(Provided data)
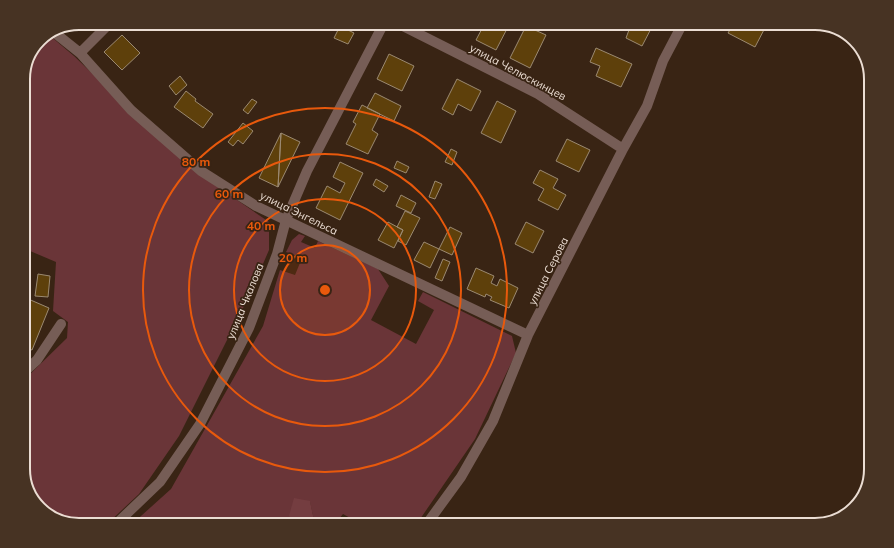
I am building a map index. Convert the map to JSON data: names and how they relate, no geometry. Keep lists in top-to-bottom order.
{
  "streets": {
    "street": [
      "улица Челюскинцев",
      "улица Энгельса",
      "улица Серова",
      "улица Чкалова"
    ]
  },
  "crossings": [
    ["улица Челюскинцев", "улица Серова"],
    ["улица Энгельса", "улица Серова"],
    ["улица Энгельса", "улица Чкалова"]
  ],
  "rings": [
    "80 m",
    "60 m",
    "40 m",
    "20 m"
  ]
}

(Exercise) Leave the pictures out and print the whole listing precisely.

(Answer space)
I am building a map index. Convert the map to JSON data: names and how they relate, no geometry. Keep lists in top-to-bottom order.
{
  "streets": {
    "street": [
      "улица Челюскинцев",
      "улица Энгельса",
      "улица Серова",
      "улица Чкалова"
    ]
  },
  "crossings": [
    ["улица Челюскинцев", "улица Серова"],
    ["улица Энгельса", "улица Серова"],
    ["улица Энгельса", "улица Чкалова"]
  ],
  "rings": [
    "80 m",
    "60 m",
    "40 m",
    "20 m"
  ]
}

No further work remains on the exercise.